Monday, April 20, 2009

Medical Reports: Emotional Eating

Posted: 04/20/09

Reported by:

Diana Diaz

Producer:

Angela Caraway

Contact:

acaraway@wsvn.com

Archived Reports:

All Medical Reports

If you've been battling weight for years and dieting and exercise haven't worked, there could be an underlying problem. Many use food to numb their emotions and pain and don't even realize it. Seven's Diana Diaz shows us how one doctor is helping people stop Emotional Eating.

WSVN -- At more than 400 pounds, Cynthia Mandel thought gastric bypass surgery would be the answer to a lifetime battle with obesity.

Cynthia Mandel: "The gastric bypass was a last resort."

But soon after the surgery, she gained back a lot of the weight.

Cynthia Mandel: "I didn't really realize that was not going to be the cure. It wasn't until I started to gain the weight back that I had to look for another answer."

Ailene Rogers' weight problem was not as dramatic. Like many, she was always dieting and the pounds would come and go.

Ailene Rogers: "I did this for years and years, and every time I lost weight, and every time I gained it back."

Finally, she knew she needed a different approach.

Ailene Rogers: "I decided I would treat this much in the same way as if I had an alcohol problem, drug problem. I wouldn't try to do it on my own."

Both women were directed to Jupiter psychologist Michael Lukens who specializes in emotional eating.

Dr. Michael Lukens: "Emotional eating, in some respects, is any eating that isn't motivated by physical hunger."

Dr. Lukens believes some people feed their feelings and often eat to numb pain instead of dealing with it.

Dr. Michael Lukens: "In the course of our lives, particularly when we are young and vulnerable, something happens some sort of painful or adverse event that causes overwhelming painful emotional experience. They can't deal with it, so they find a behavior, such as eating, that manages the pain."

He's created a three-day program called "I Eat," where he helps people recognize the signs of emotional eating and learn what triggers this behavior.

Dr. Michael Lukens: "'What makes me tick?' They answer this question, and they become so much clearer next time there is a craving."

Cynthia Mandel: "When you're traumatized, you just eat to numb yourself. I didn't deal with anything; I ate."

The three-day workshop is intense. You'll spend eight hours a day in a room with several people and the doctor. During this time, you'll be asked to re-live and confront the things past and present that hurt you the most.

Dr. Michael Lukens: "They're going to visit the most painful experiences in their life, and they're going to do it in a group."

The idea is to deal with the pain there and then learn to feel instead of eating to numb in daily life.
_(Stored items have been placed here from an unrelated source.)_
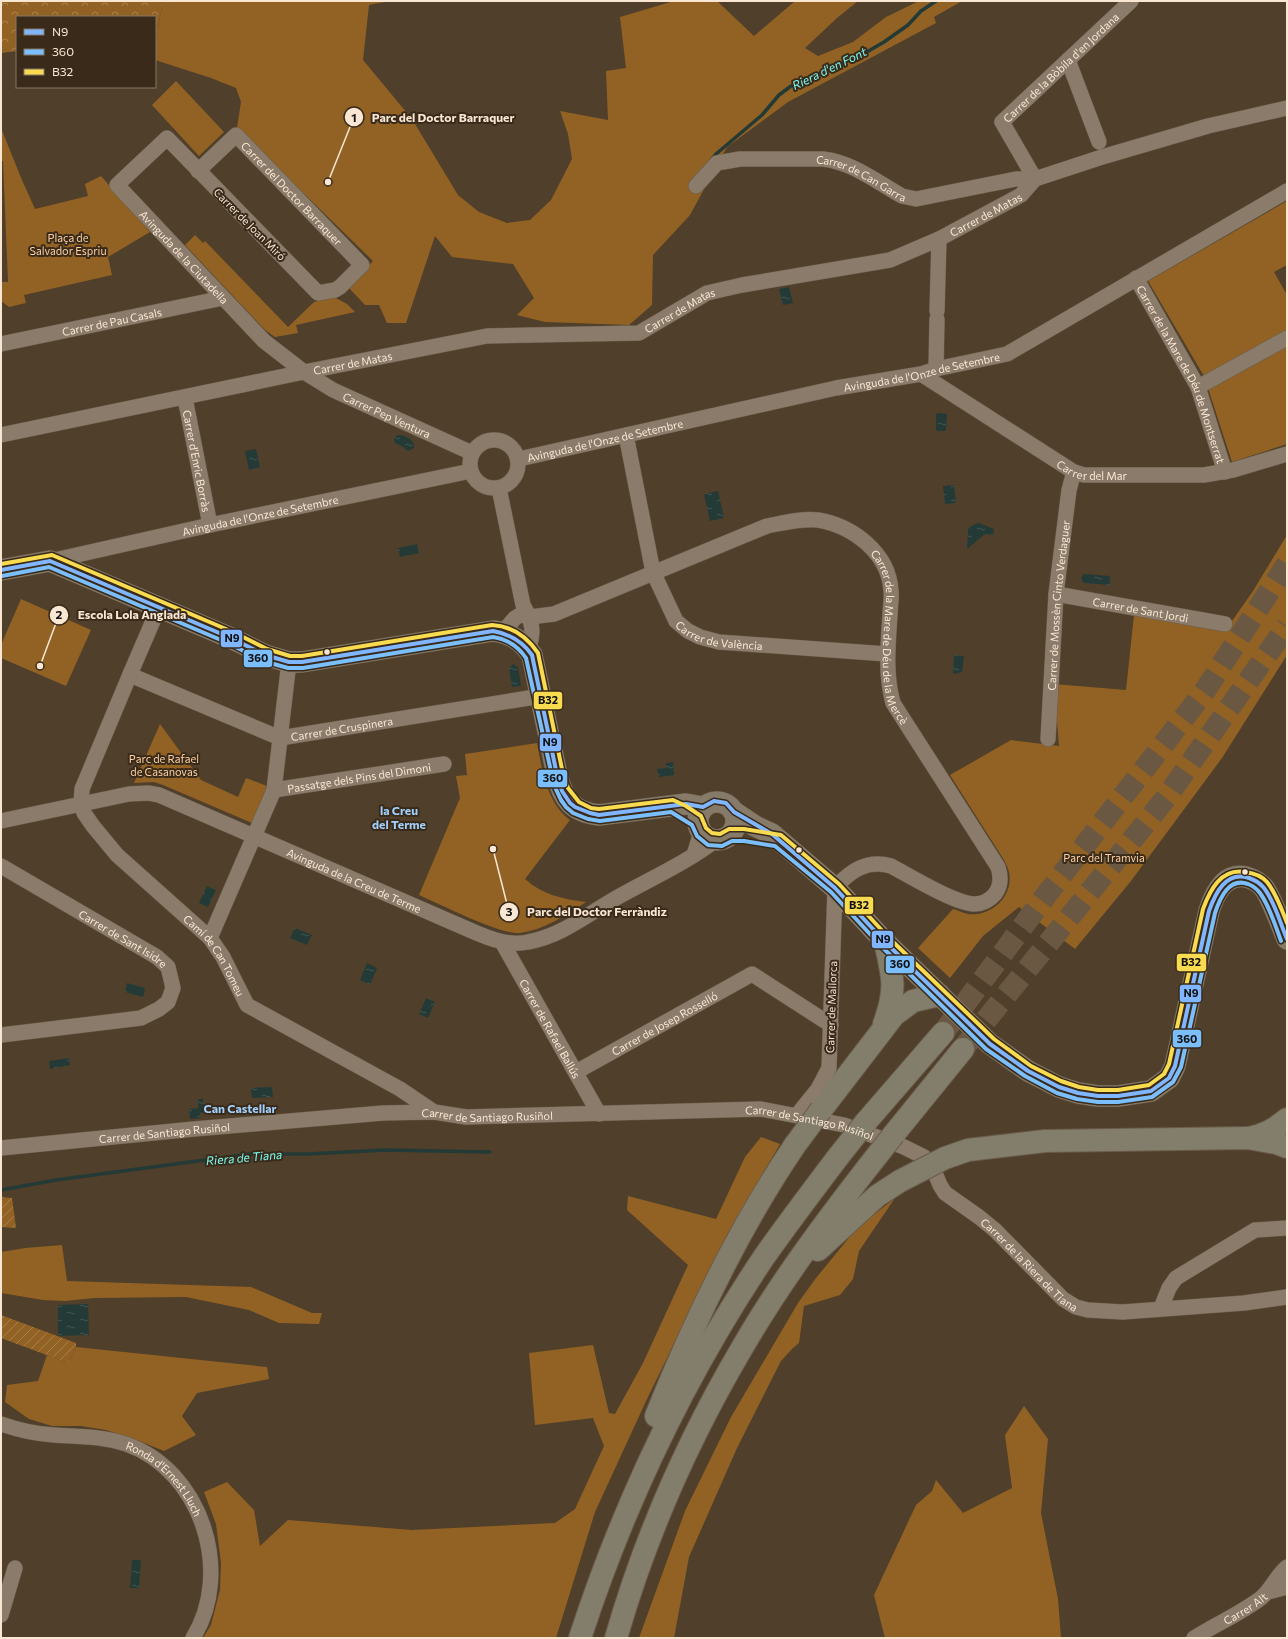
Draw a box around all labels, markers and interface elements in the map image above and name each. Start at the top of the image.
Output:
street label: Carrer de la Bòbila d'en Jordana [1000,10,1121,125]
legend [16,16,156,88]
text: N9 [52,24,68,38]
water label: Riera d'en Font [789,43,870,92]
text: 360 [52,44,74,58]
text: B32 [52,64,74,78]
callout: Parc del Doctor Barraquer [344,105,522,129]
text: 1 [351,110,357,124]
text: Parc del Doctor Barraquer [372,110,514,124]
street label: Carrer del Doctor Barraquer [239,138,346,248]
street label: Carrer de Can Garra [816,153,907,203]
street label: Carrer de Joan Miró [211,185,289,264]
street label: Carrer de Matas [947,189,1024,239]
street label: Avinguda de la Ciutadella [137,207,232,306]
park label: Plaça de Salvador Espriu [29,231,107,257]
street label: Carrer de la Mare de Déu de Montserrat [1135,283,1228,465]
street label: Carrer de Matas [642,285,716,335]
street label: Carrer de Pau Casals [61,304,163,338]
street label: Carrer de Matas [312,348,393,377]
street label: Avinguda de l'Onze de Setembre [842,349,1001,393]
street label: Carrer Pep Ventura [341,389,433,440]
street label: Carrer d'Enric Borràs [181,409,214,513]
street label: Avinguda de l'Onze de Setembre [526,416,684,464]
street label: Carrer del Mar [1055,456,1127,482]
street label: Avinguda de l'Onze de Setembre [181,492,339,538]
street label: Carrer de Mossèn Cinto Verdaguer [1044,519,1072,691]
street label: Carrer de la Mare de Déu de la Mercè [869,547,911,727]
street label: Carrer de Sant Jordi [1092,594,1190,624]
callout: Escola Lola Anglada [49,603,194,627]
text: 2 [56,607,63,621]
text: Escola Lola Anglada [78,607,186,621]
street label: Carrer de València [673,617,763,652]
line badge: N9 [220,629,243,648]
text: N9 [224,631,240,644]
unlabelled marker [322,647,332,657]
line badge: 360 [243,649,273,668]
text: 360 [248,651,268,664]
line badge: B32 [533,691,563,710]
text: B32 [538,693,558,706]
street label: Carrer de Cruspinera [290,713,394,743]
line badge: N9 [539,733,562,752]
text: N9 [542,735,558,748]
park label: Parc de Rafael de Casanovas [129,752,199,778]
street label: Passatge dels Pins del Dimoni [286,760,432,794]
line badge: 360 [537,769,568,788]
text: 360 [543,771,563,784]
district label: la Creu del Terme [372,803,426,831]
street label: Avinguda de la Creu de Terme [285,845,424,915]
unlabelled marker [794,845,804,855]
park label: Parc del Tramvia [1063,851,1145,864]
unlabelled marker [1240,867,1250,877]
line badge: B32 [844,896,874,915]
text: B32 [849,898,869,911]
callout: Parc del Doctor Ferràndiz [499,900,675,924]
text: 3 [506,904,513,918]
text: Parc del Doctor Ferràndiz [527,904,667,918]
street label: Carrer de Sant Isidre [77,906,170,970]
street label: Camí de Can Tomeu [181,911,248,998]
line badge: N9 [871,930,894,949]
text: N9 [875,932,891,945]
line badge: B32 [1176,953,1207,972]
line badge: 360 [885,955,915,974]
text: B32 [1181,955,1201,968]
text: 360 [890,957,910,970]
street label: Carrer de Mallorca [823,961,839,1053]
street label: Carrer de Rafael Ballús [517,976,584,1080]
line badge: N9 [1179,984,1202,1003]
text: N9 [1183,986,1199,999]
street label: Carrer de Josep Rosselló [609,988,720,1058]
line badge: 360 [1172,1029,1202,1048]
text: 360 [1177,1032,1197,1045]
district label: Can Castellar [204,1101,277,1115]
street label: Carrer de Santiago Rusiñol [745,1102,876,1142]
street label: Carrer de Santiago Rusiñol [421,1105,553,1124]
street label: Carrer de Santiago Rusiñol [98,1119,230,1145]
water label: Riera de Tiana [205,1147,283,1167]
street label: Carrer de la Riera de Tiana [979,1215,1081,1313]
street label: Ronda d'Ernest Lluch [124,1438,205,1518]
street label: Carrer Alt [1221,1589,1270,1627]

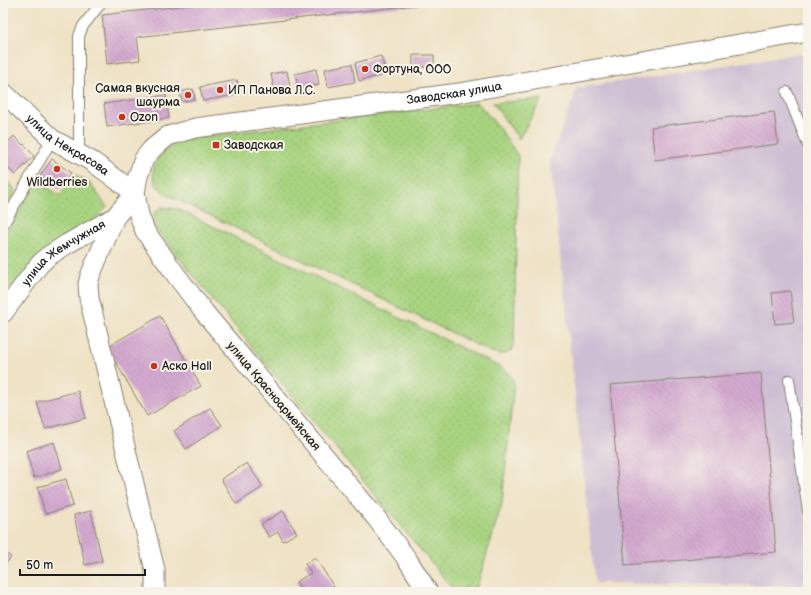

Ailene Rogers: "He really helped me to see that I was making the choice to eat instead of to deal with whatever had crept up. I was responding to things in my past, I was responding to everyday stressors."

Since the workshop, both Ailene and Cynthia have dropped weight without dieting. They say, food has lost it's power.

Cynthia Mandel: "I don't need food to numb myself. If I am upset about something. I feel my feelings. They're not always great to be feeling them, but that's what you have to do if you want to be a happy person."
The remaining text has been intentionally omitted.